QuickTake:

After a 69-3 loss, even the Oklahoma State coach and players couldn't help but admit they were impressed with the Oregon Ducks.

How bad was it Saturday for Oklahoma State at Autzen Stadium?

Try the worst game in 118 years bad.

That’s right. Teddy Roosevelt was in the White House the last time the Cowboys lost this badly.

That was a 67-0 loss to in-state rival Oklahoma in 1907, the same year the Sooner State became, um, a state.

But the Oregon football team’s 69-3 drubbing of the Cowboys in front of 57,266 brings us to another question: 

How good are the Ducks?

With that in mind, I didn’t head from the press box to the Hatfield-Dowlin Complex to hear what Dan Lanning and hometown hero Bryce Boettcher and the rest of what is clearly a college football team with sky high potential had to say.

Nope.

I headed to the muggy white tent on the other side of Autzen, the one with the folding chairs that, for some reason, all had handicap signage on them.

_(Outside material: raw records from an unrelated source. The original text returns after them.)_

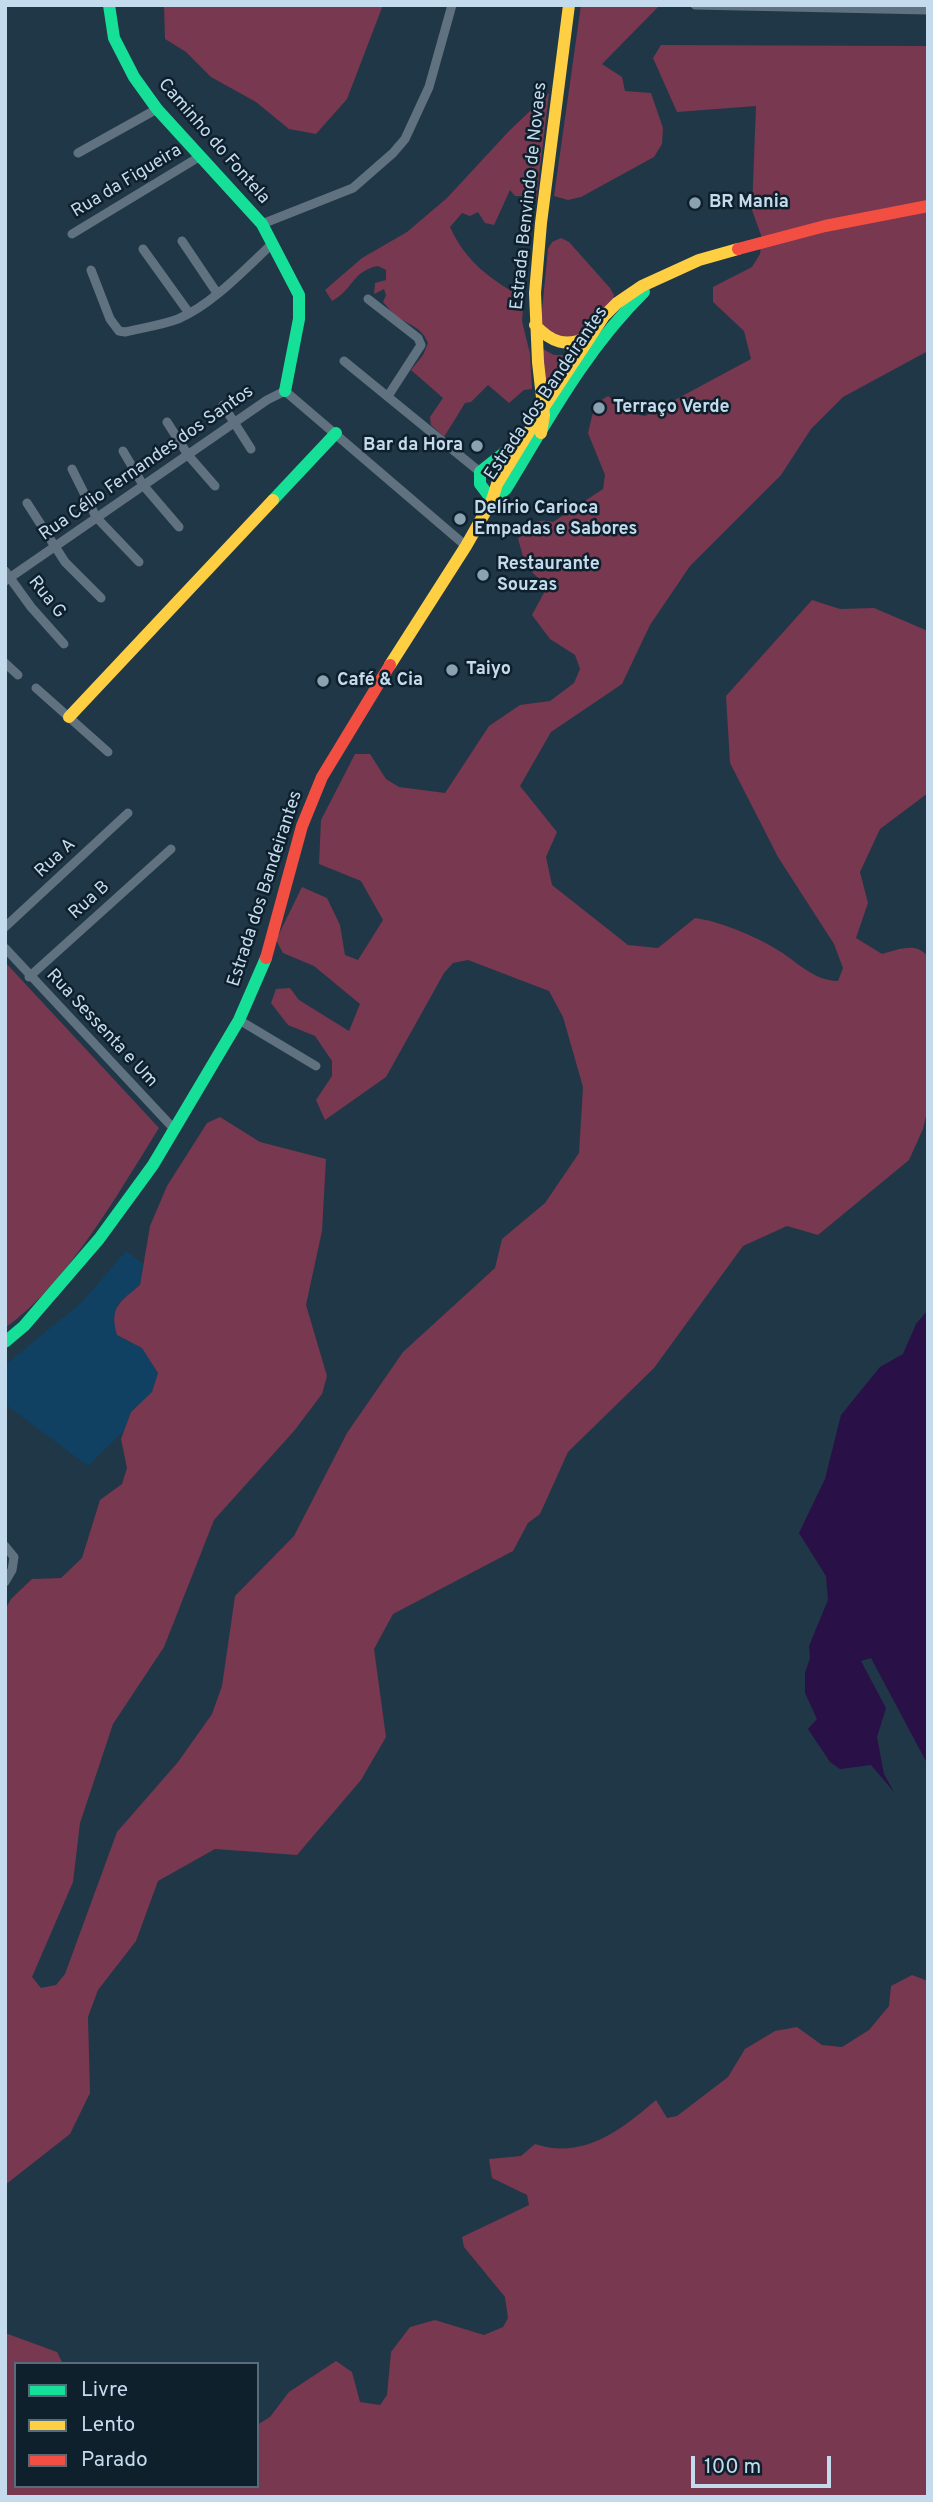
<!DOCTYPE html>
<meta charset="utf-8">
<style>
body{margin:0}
#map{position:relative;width:933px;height:2502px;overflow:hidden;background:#203747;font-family:Overpass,sans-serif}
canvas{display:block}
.frame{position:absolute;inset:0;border:7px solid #c4dbed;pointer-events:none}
.legend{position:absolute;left:14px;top:2362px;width:245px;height:126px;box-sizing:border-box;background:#0f202d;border:2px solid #576b7a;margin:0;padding:9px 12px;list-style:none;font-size:21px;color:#c4dbed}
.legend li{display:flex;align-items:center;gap:14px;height:35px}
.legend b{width:35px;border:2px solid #576b7a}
.scale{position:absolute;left:691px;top:2456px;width:140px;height:32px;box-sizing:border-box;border:4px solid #c4dbed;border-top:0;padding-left:9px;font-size:21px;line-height:24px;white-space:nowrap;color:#c4dbed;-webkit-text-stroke:5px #0f202d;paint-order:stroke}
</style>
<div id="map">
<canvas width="933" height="2502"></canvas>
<div class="frame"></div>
<ul class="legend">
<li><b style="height:9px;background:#16e098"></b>Livre</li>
<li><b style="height:9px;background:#ffcf43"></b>Lento</li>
<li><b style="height:9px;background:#f24e42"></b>Parado</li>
</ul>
<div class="scale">100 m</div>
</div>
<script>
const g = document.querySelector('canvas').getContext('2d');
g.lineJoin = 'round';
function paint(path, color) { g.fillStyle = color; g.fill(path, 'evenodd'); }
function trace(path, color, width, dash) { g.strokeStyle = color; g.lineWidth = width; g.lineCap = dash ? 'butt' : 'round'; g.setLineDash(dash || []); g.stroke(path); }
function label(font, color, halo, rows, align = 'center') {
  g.font = font + ' Overpass,sans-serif'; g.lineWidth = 5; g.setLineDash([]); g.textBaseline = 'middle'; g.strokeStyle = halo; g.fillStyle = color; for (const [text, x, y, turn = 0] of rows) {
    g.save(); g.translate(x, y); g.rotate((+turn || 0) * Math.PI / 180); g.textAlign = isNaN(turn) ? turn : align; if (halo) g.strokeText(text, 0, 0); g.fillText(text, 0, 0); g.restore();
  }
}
paint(new Path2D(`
 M126 1251 143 1264 140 1285 117 1305V1335L142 1348 158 1373 152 1392 131 1412 124 1431 88 1466 5 1404V1365L81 1303Z`), '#114162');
paint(new Path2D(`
 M164 5H383L347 99 316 134 289 129 256 102 211 77 186 52 165 39Z
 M581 5H660L602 64 622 77 625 91 651 93 663 128 662 144 654 157 581 197 568 200 554 196Z
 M661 45 928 46V351L843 397 811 429 781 475 690 566 650 625 622 684 551 732 520 786 557 832 546 857 552 885 628 945 658 948 695 918C719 921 755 936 776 949 797 961 813 981 838 981L843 968 834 944 778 857 730 763 726 696 812 600 840 609 874 608 928 631V793L880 829 860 872 868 903 856 938 882 954C898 950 916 941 928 957V1107L923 1129 909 1160 818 1235 787 1226 743 1246 654 1368 568 1452 540 1514 528 1523 513 1551 393 1614 374 1649 386 1737 361 1780 297 1855 215 1849 158 1881 136 1941 98 1990 88 2017 90 2093 70 2134 5 2185V1610L11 1599 32 1579 61 1578 82 1558 100 1500 122 1484 127 1468 121 1439 131 1412 152 1392 158 1373 142 1348 117 1335C109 1307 120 1302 140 1285L150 1226 167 1186 207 1123 220 1117 260 1142 326 1159 322 1231 306 1305 327 1376 322 1394 294 1431 214 1520 164 1647 113 1724 80 1823 73 1882 32 1977 41 1988 56 1985 65 1974 117 1832 178 1762 212 1714 222 1686 235 1596 294 1536 347 1433 403 1352 495 1268 502 1239 545 1203 579 1153 583 1087 563 1017 549 991 468 960 453 963 444 973 386 1077 325 1120 316 1100 332 1076V1061L315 1036 288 1025 271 1003 276 989 290 988 299 1000 349 1031 360 1004 314 966 283 953 276 940 302 887 327 898 340 925 345 955 358 960 383 920 361 881 319 864 321 820 355 754H370L386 779 399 787 445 793 489 726 520 705 550 701 574 683 580 669 575 655 550 639 532 615 547 587 526 566 518 539C527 524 534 518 553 522L603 489 605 475 588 433 595 404 608 396 630 413 645 416 751 359 744 331 713 302V287L752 267 760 254 762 238 752 210 756 106 677 112 653 58Z
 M549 93 536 201 524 196H515L510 190 494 225 485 223 478 212 470 216 462 213 450 227C465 261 492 281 524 298L522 321 530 354 532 389 524 390 509 403 488 385 471 402 465 403 444 437 431 425 430 417 443 398 411 370 423 355 428 343C422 328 412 326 399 318 393 315 388 307 383 302L386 295 384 289 374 294 375 283 386 280V270L378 266C352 271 353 290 332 301L325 290 362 258 407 232 447 198 509 131Z
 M561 238 569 242 610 288 614 295 612 302 574 339 563 341 548 334 541 321 548 249 552 242Z
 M541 348 554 355H574L546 398Z
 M5 962 159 1128C118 1193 68 1283 5 1328Z
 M912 1975 928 1981V2497H5V2333L57 2352 63 2364H16V2486H257V2425L270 2417 289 2392 336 2361 352 2372 360 2402 380 2405 387 2395 391 2352 410 2327 435 2320 484 2335 503 2327 508 2318 505 2297 464 2247 462 2237 529 2205 527 2195 492 2178 489 2159 521 2156 535 2144C584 2160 621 2130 656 2100L667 2118 677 2116 728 2077 745 2049 775 2031 797 2027 822 2045 842 2047 869 2030 889 2006 891 1986Z`), '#78384f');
paint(new Path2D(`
 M928 1310V1765L871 1658 861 1661 886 1708 877 1737 884 1774 894 1792 871 1765 840 1769 830 1762 808 1729 817 1719 805 1693V1673L810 1658 809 1646 828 1600 826 1576 799 1533 825 1479 841 1415 880 1367 903 1354 916 1324Z`), '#291046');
trace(new Path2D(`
 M695 5 928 10
 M78 153 157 109
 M262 224 353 188 393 153 405 139 429 87 452 5
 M72 234 199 157
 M182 241 217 293
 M143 249 189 313
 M91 270 110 319 119 331 125 332C142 328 162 325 178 319 212 305 246 268 273 243
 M368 299 418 338 421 345 388 396
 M344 361 480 472
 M223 405 251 449
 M167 422 188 455 215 486
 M123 451 143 485 179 527
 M72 469 96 517 139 562
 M27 503 65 562 101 598
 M5 571 31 607 64 644
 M5 581 267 400 285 391 466 546
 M5 663 18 675
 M36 688 108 752
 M5 927 128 813
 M5 948 175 1130
 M29 977 171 849
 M239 1020 316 1066
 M5 1546 14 1557 12 1570 5 1582`), '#607280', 9);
trace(new Path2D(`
 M109 5 114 38 134 77 157 109 262 224 299 295V319L285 391
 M273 500 336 433
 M492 500 506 489C548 420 586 349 644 292
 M492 500 480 484V472L519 441
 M5 1342 24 1326 99 1239 153 1165 239 1020 266 958`), '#16e098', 12);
trace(new Path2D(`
 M535 325C551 342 566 348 587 337
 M541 433 544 415 538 362 535 293 541 223 569 5
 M390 665 466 546 492 500 497 484 544 407 604 316 617 303 642 286 699 260 738 249
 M69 717 273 500`), '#ffcf43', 12);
trace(new Path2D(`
 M738 249 825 226 928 206
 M266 958 302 826 322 777 390 665`), '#f24e42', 12);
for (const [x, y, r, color] of [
 [695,203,7,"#8ba2b3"],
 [599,408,7,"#8ba2b3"],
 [477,446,7,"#8ba2b3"],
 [460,519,7,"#8ba2b3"],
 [483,575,7,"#8ba2b3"],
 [452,670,7,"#8ba2b3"],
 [323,681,7,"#8ba2b3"]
]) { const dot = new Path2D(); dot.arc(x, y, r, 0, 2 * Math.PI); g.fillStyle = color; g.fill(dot); trace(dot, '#0f202d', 2.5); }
label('18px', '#c4dbed', '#0f202d', [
 ["Caminho do Fontela",213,142,49],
 ["Rua da Figueira",127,182,-31],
 ["Estrada Benvindo de Novaes",530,196,-84],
 ["Estrada dos Bandeirantes",547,394,-56],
 ["Rua Célio Fernandes dos Santos",147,464,-35],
 ["Rua G",46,598,51],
 ["Rua A",56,859,-43],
 ["Estrada dos Bandeirantes",266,889,-72],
 ["Rua B",90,901,-42],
 ["Rua Sessenta e Um",101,1029,47]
]);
label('bold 18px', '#c4dbed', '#0f202d', [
 ["BR Mania",709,203],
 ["Terraço Verde",613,408],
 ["Bar da Hora",463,446,"right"],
 ["Delírio Carioca",474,509],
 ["Empadas e Sabores",474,530],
 ["Restaurante",497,565],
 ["Souzas",497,586],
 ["Taiyo",466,670],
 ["Café & Cia",337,681]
], 'left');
</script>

I asked the Cowboys’ veteran head coach, Mike Gundy, himself.

“I think they’re pretty good,” he said. “I said this week that they’re a good team. There’s no reason to deny that they’re a good team. There’s nothing wrong with saying that teams you’re playing are good teams.”

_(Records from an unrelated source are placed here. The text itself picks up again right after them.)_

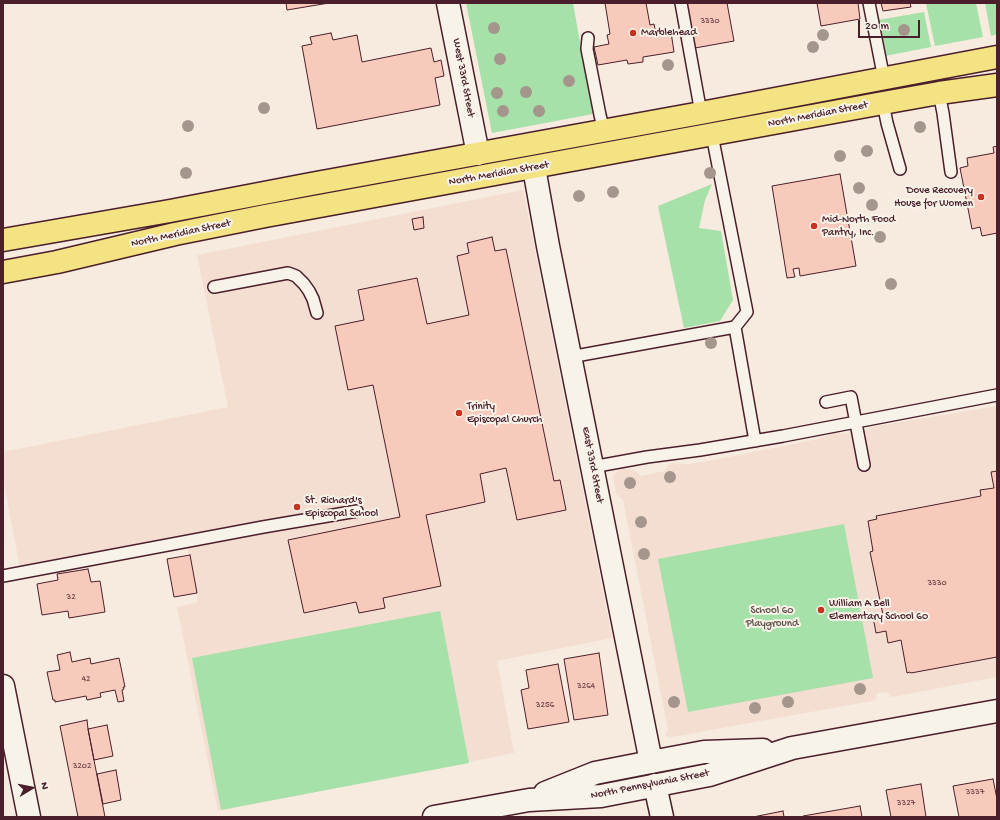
<!DOCTYPE html>
<html>
<head>
<meta charset="utf-8">
<style>
	body { margin:0 }
	#map { position:relative; width:1000px; height:820px; overflow:hidden; background:#f7ebdf; font-family:"Gochi Hand",sans-serif }
	canvas { display:block }
	.frame { position:absolute; inset:0; border:4px solid #4a1f2b; pointer-events:none }
	.north { position:absolute; left:12px; top:768px; width:40px; height:40px; -webkit-text-stroke:3px #f7f3e8; paint-order:stroke; rotate:80deg; font-size:11px; font-weight:700; line-height:16px; text-align:center; color:#4a1f2b }
	.north::after { content:''; display:block; margin:auto; width:14px; height:18px; background:#4a1f2b; clip-path:polygon(50% 0,100% 100%,50% 72%,0 100%) }
	.scale { position:absolute; left:858px; top:20px; width:62px; height:18px; box-sizing:border-box; border:2px solid #4a1f2b; border-top:0; padding-left:5px; font-size:12px; line-height:14px; white-space:nowrap; color:#4a1f2b; -webkit-text-stroke:3px #f7f3e8; paint-order:stroke }
</style>
</head>
<body>
<div id="map">
<canvas width="1000" height="820"></canvas>
<div class="frame"></div>
<div class="north">N</div>
<div class="scale">20 m</div>
</div>
<script>
const ctx = document.querySelector('canvas').getContext('2d');
ctx.lineJoin = 'round';
function fill(path, color) { ctx.fillStyle = color; ctx.fill(path, 'evenodd'); }
const toPath = rows => new Path2D(rows.map(r => 'M' + r).join(''));
function trace(path, color, width, dash) { ctx.strokeStyle = color; ctx.lineWidth = width; ctx.lineCap = dash ? 'butt' : 'round'; ctx.setLineDash(dash || []); ctx.stroke(path); }
function write(font, color, halo, rows, align = 'center') {
  ctx.font = font + ' "Gochi Hand",sans-serif'; ctx.lineWidth = 4; ctx.setLineDash([]); ctx.textBaseline = 'middle'; ctx.strokeStyle = halo; ctx.fillStyle = color; for (const [text, x, y, turn = 0] of rows) {
    ctx.save(); ctx.translate(x, y); ctx.rotate((+turn || 0) * Math.PI / 180); ctx.textAlign = isNaN(turn) ? turn : align; if (halo) ctx.strokeText(text, 0, 0); ctx.fillText(text, 0, 0); ctx.restore();
  }
}
fill(toPath([
	[523,190,612,638,497,661,514,753,218,811,177,607,198,602,185,535,20,568,3,478,3,452,228,407,197,255],
	[997,406,997,677,892,697,886,692,877,693,876,699,872,701,672,737,670,738,665,734,668,730,623,500,616,494,613,477,615,474,619,470,623,469,629,469,634,470,638,473,640,476,665,471,668,465,672,463,688,464,714,460,818,439,834,433,839,433,842,434,869,429,871,427]
]), '#f4ddd1');
fill(toPath([
	[466,3,573,3,581,48,581,51,594,110,593,114,492,133],
	[926,3,976,3,983,37,935,46],
	[985,3,997,3,997,34,991,36],
	[924,12,931,47,885,56,878,20],
	[712,184,705,200,699,228,721,231,733,300,720,321,684,328,658,206],
	[844,524,873,678,688,712,658,559],
	[440,611,469,763,221,810,192,658]
]), '#a5e1a8');
const building = toPath([
	[286,3,329,3,287,10,286,3],
	[605,3,646,3,650,25,654,24,656,34,671,32,674,52,643,57,643,62,628,64,627,60,598,65,594,47,609,44,607,35,610,34,605,3],
	[686,3,727,3,734,41,695,48,686,3],
	[817,3,858,3,860,19,821,26,817,3],
	[881,3,910,3,911,7,883,11,881,3],
	[331,33,333,40,357,35,362,62,431,48,434,62,441,60,444,76,435,78,440,105,317,129,302,46,312,44,310,37,331,33],
	[997,146,997,233,982,236,980,227,972,229,960,168,968,166,967,158,994,153,993,147,997,146],
	[840,174,856,266,800,276,799,268,793,269,795,277,787,278,772,186,840,174],
	[423,217,424,228,414,230,412,219,423,217],
	[492,237,495,251,506,249,554,481,560,480,566,510,517,520,506,468,480,474,485,502,426,515,441,586,383,598,385,608,359,613,356,602,304,613,288,540,400,517,373,385,348,390,335,326,364,320,358,290,417,278,427,324,469,315,457,256,469,253,467,243,492,237],
	[997,471,997,657,911,673,910,672,907,673,901,640,888,643,886,631,876,633,873,617,883,615,870,552,873,551,868,521,877,519,876,516,981,496,980,490,994,488,991,472,997,471],
	[190,555,197,593,174,597,167,559,190,555],
	[88,569,91,582,100,581,105,612,69,618,68,611,42,615,37,584,58,580,57,574,88,569],
	[70,652,72,662,90,658,91,664,119,658,125,687,123,687,124,689,122,690,124,701,118,702,115,690,100,693,101,697,87,700,86,696,55,702,55,700,53,700,47,672,60,670,57,655,70,652],
	[599,653,608,715,574,720,564,659,599,653],
	[558,664,569,722,528,729,521,690,529,688,526,670,558,664],
	[87,720,88,729,105,817,78,817,60,726,87,720],
	[107,725,113,756,94,760,88,729,107,725],
	[116,770,121,800,103,804,97,774,116,770],
	[993,779,997,799,997,817,959,817,953,786,993,779],
	[921,784,926,817,891,817,886,790,921,784],
	[860,806,862,817,803,817,803,816,860,806],
	[783,811,784,817,753,817,783,811]
]);
fill(building, '#f8cabc');
trace(building, '#4a1f2b', 1);
const service = toPath([
	[681,3,701,113],
	[869,3,884,79],
	[588,38,587,49,600,115,604,131],
	[939,93,943,113,951,172],
	[883,103,887,123,900,169],
	[712,135,747,312,735,327,755,441],
	[214,287,288,273,296,276,304,284,309,291,313,299,317,313],
	[570,357,735,327],
	[826,402,851,397,864,465],
	[592,467,647,457,700,450,783,436,997,395],
	[3,576,263,527,357,511]
]);
const minor = toPath([
	[448,3,478,154],
	[534,168,548,246,651,762],
	[3,686,29,817],
	[655,785,662,817]
]);
const tertiary = toPath([
	[545,793,595,773,651,762,704,752,763,750],
	[434,817,529,800,601,796,709,775,792,748,997,711]
]);
const primary = toPath([
	[3,240,170,211,311,184,701,113,997,57],
	[3,272,57,262,175,234,265,216,883,103,939,93,997,85]
]);
trace(service, '#4a1f2b', 14);
trace(minor, '#4a1f2b', 25);
trace(tertiary, '#4a1f2b', 25);
trace(primary, '#4a1f2b', 25);
trace(service, '#f7f3e8', 11);
trace(minor, '#f7f3e8', 22);
trace(tertiary, '#f7f3e8', 22);
trace(primary, '#f4e382', 22);
ctx.fillStyle = '#a4968d';
for (const [x, y] of [
	[494,28],
	[904,30],
	[823,35],
	[813,47],
	[500,59],
	[668,65],
	[569,81],
	[526,92],
	[497,93],
	[264,108],
	[503,111],
	[539,111],
	[188,126],
	[920,127],
	[867,151],
	[840,156],
	[186,173],
	[710,173],
	[859,188],
	[613,192],
	[579,196],
	[872,205],
	[880,237],
	[891,284],
	[711,343],
	[670,477],
	[630,483],
	[641,522],
	[644,554],
	[860,689],
	[674,702],
	[788,702],
	[755,708]
]) { ctx.beginPath(); ctx.arc(x, y, 6, 0, 2 * Math.PI); ctx.fill(); }
for (const [x, y, r, color] of [
	[633,33,4,"#c8321e"],
	[981,197,4,"#c8321e"],
	[814,226,4,"#c8321e"],
	[459,413,4,"#c8321e"],
	[297,507,4,"#c8321e"],
	[821,610,4,"#c8321e"]
]) { const dot = new Path2D(); dot.arc(x, y, r, 0, 2 * Math.PI); ctx.fillStyle = color; ctx.fill(dot); trace(dot, '#f7f3e8', 1.5); }
write('9px', '#764a4f', null, [
	["3330",710,22],
	["3330",937,584],
	["32",71,598],
	["42",86,680],
	["3264",586,687],
	["3256",545,706],
	["3202",82,767],
	["3337",975,793],
	["3327",906,804]
]);
write('11px', '#4a1f2b', '#f7f3e8', [
	["Marblehead",641,33],
	["Dove Recovery",973,191,"right"],
	["House for Women",973,204,"right"],
	["Mid-North Food",822,220],
	["Pantry, Inc.",822,233],
	["Trinity",467,407],
	["Episcopal Church",467,420],
	["St. Richard's",305,501],
	["Episcopal School",305,514],
	["William A Bell",829,604],
	["Elementary School 60",829,617]
], 'left');
write('11px', '#4a1f2b', '#f7f3e8', [
	["West 33rd Street",463,78,79],
	["North Meridian Street",818,115,-11],
	["North Meridian Street",499,174,-10],
	["North Meridian Street",181,234,-12],
	["East 33rd Street",592,465,79],
	["North Pennsylvania Street",650,785,-11]
]);
write('11px', '#61504a', '#f7f3e8', [
	["School 60",772,611],
	["Playground",772,624]
]);
</script>
</body>
</html>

The longtime Cowboys coach, now in his 21st season leading his alma mater, caused a bit of a stir earlier in the week, when he hinted the Ducks were “$40 million” good, that the program had spent that much in NIL money last season alone, while Oklahoma State had spent about $7 million on name, image and likeness costs over the past three seasons.

The comment didn’t sit well with many, especially since the late T. Boone Pickens, the oilman and major Cowboys booster, wrote the program a check for $165 million 20 years ago and donated more than $300 million overall before his death in 2019.

Asked about that statement in the aftermath of his worst coaching loss ever, Gundy said:

“When I made that comment, I was complimenting Oregon for what they’ve done,” and acknowledged that “we’ve made commitments also.”

Lanning jabbed back a bit in the days before the game, saying he had no idea how much the Cowboys “got in their pockets over there.” (It’s probably more than the University of Tennessee at Martin, which OSU beat 27-7 at home last week at, yes, T. Boone Pickens Stadium.)

The Ducks played with a little extra Saturday. As the fourth quarter began, with what would be the final score already on the board, the giant “Mighty Oregon” video board in the east end zone showed a fan holding a sign with Gundy’s face. 

It read: “When you realize you shouldn’t have poked the Ducks.”

Gundy gave the Ducks plenty of credit, talking about their size on both sides of the ball, as well as their speed.

“There (are) times they just ran away from us,” he said. “We were there, and they just ran away from us.”

But in front of a handful of reporters, he mostly talked about how the rout was his fault.

“I didn’t do a good job of getting our players put in position,” Gundy said. “We were too complicated, in all three phases, trying to do too much on defense, trying to do too much on offense, and not being able to execute and be any good at anything.”

Oregon was simply in a different football universe than Oklahoma State, from scoring touchdowns on two of its first three plays, to scoring two more on back-to-back pick sixes by safety Peyton Woodyard and linebacker Jerry Mixon in the third quarter.

It was the most dominating win in UO history over a Power-4 foe. 

“Um, you know, they’re good,” the Cowboys’ sophomore tight end Josh Ford said. “They’re a good team.”

Asked what UO player made the biggest impression on him, Ford said:

“Well, every time I sat on the bench, I seemed to see a quarterback making plays,” he said of Dante Moore, who played another mostly flawless game in his second start for the No. 6-ranked Ducks. Moore completed 16 passes on 21 attempts for 266 yards and three touchdowns.

“I thought he was alright,” Ford quipped.

I asked Oklahoma State’s safety, Parker Robertson, how tough it was to play a top-10 team in a place like Autzen.

“It was tough,” said the senior from Rockwall, Texas. “It got pretty loud. That’s probably one of the loudest stadiums that I’ve been in.”

Maybe it was Autzen’s “Pringle-like” shape, Robertson wondered.

“I don’t know what it is, but it goes around, and it got pretty loud.”

But, again, how good is that team dressed in all green that you just played? 

“They’re pretty good,” Robertson said. “They’re really good.”

Good enough to finally win it all?

“They’ve got a chance,” he said. “Just like everybody else.”

Mark Baker has been a journalist for more than 25 years, including 14 at The Register-Guard in Eugene from 2002 to 2016, and most recently the sports editor at the Jackson Hole News & Guide in Jackson, Wyoming.